* _Your objective_: The result should be an exact copy of the entries that follow, with no pictures included.

* _Data under study_:
--*--
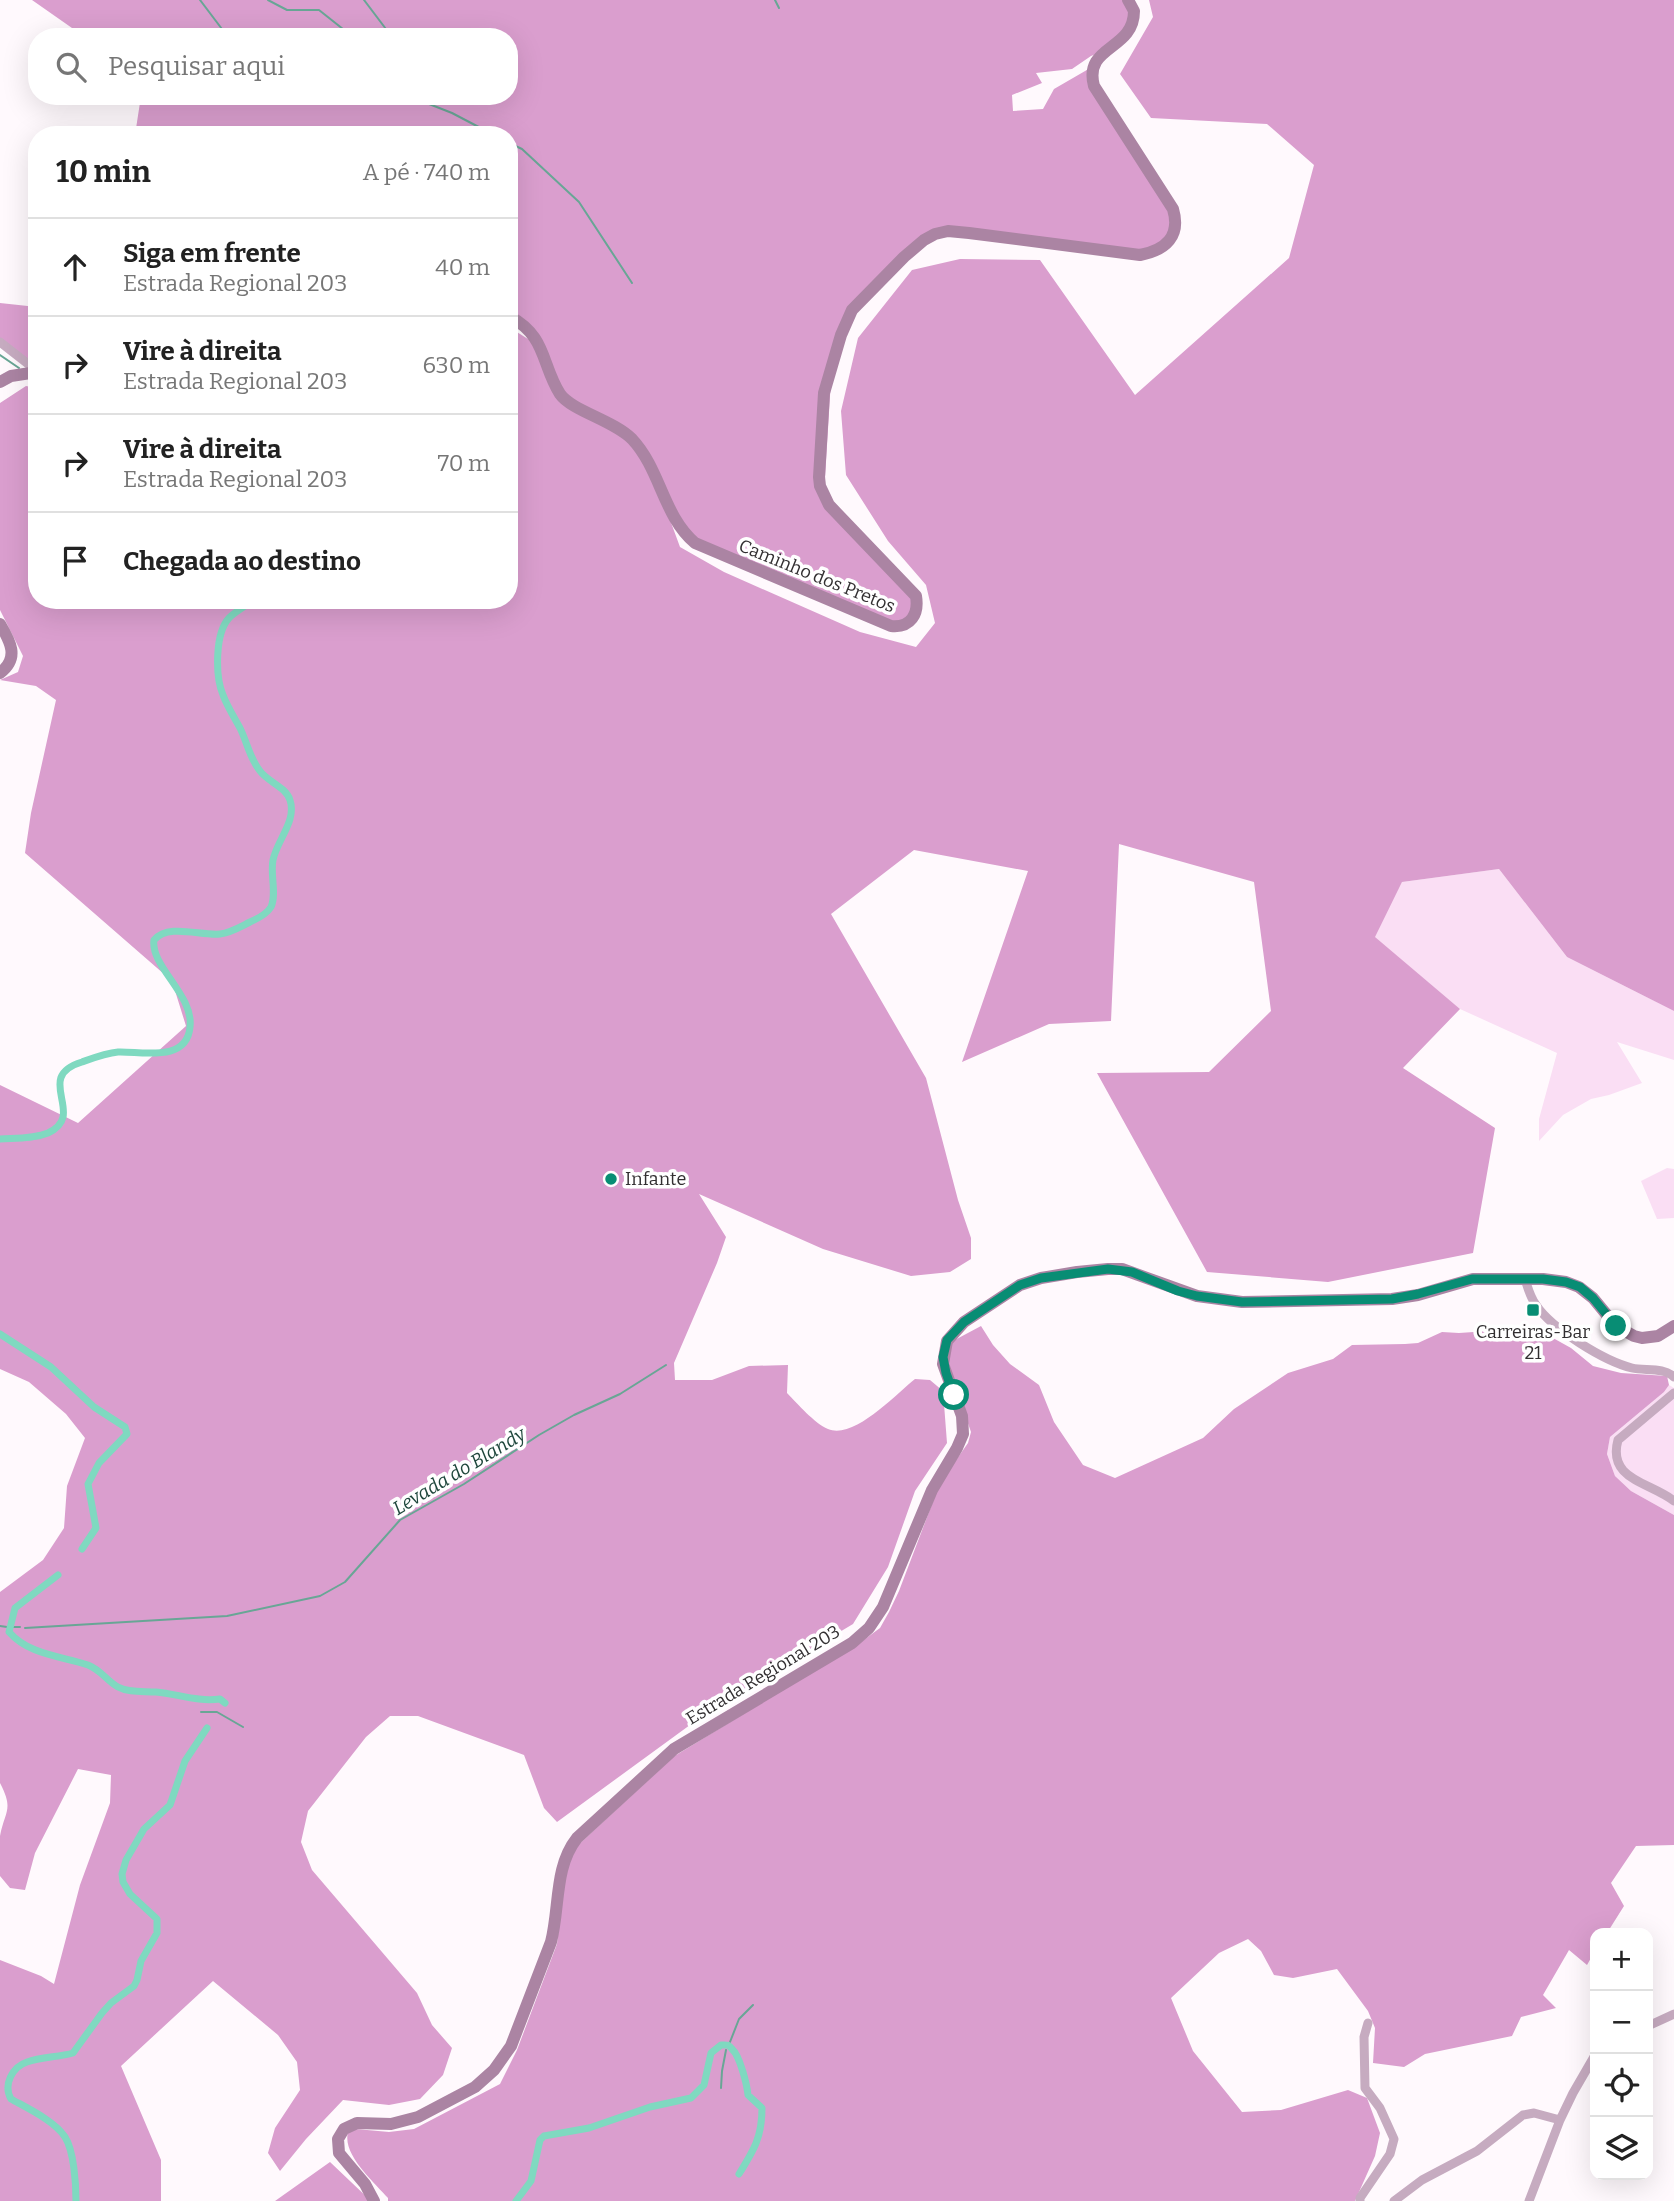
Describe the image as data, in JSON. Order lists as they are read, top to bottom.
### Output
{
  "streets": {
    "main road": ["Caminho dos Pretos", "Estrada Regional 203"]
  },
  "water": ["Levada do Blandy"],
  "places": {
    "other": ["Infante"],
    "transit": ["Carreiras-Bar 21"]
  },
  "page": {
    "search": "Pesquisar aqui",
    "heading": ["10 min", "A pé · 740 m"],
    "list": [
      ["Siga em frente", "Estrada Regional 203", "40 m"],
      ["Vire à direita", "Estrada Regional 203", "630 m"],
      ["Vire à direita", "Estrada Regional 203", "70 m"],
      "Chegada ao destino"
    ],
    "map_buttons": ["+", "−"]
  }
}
--*--
* _Solved exercise_:
Describe the image as data, in JSON. Order lists as they are read, top to bottom.
### Output
{
  "streets": {
    "main road": ["Caminho dos Pretos", "Estrada Regional 203"]
  },
  "water": ["Levada do Blandy"],
  "places": {
    "other": ["Infante"],
    "transit": ["Carreiras-Bar 21"]
  },
  "page": {
    "search": "Pesquisar aqui",
    "heading": ["10 min", "A pé · 740 m"],
    "list": [
      ["Siga em frente", "Estrada Regional 203", "40 m"],
      ["Vire à direita", "Estrada Regional 203", "630 m"],
      ["Vire à direita", "Estrada Regional 203", "70 m"],
      "Chegada ao destino"
    ],
    "map_buttons": ["+", "−"]
  }
}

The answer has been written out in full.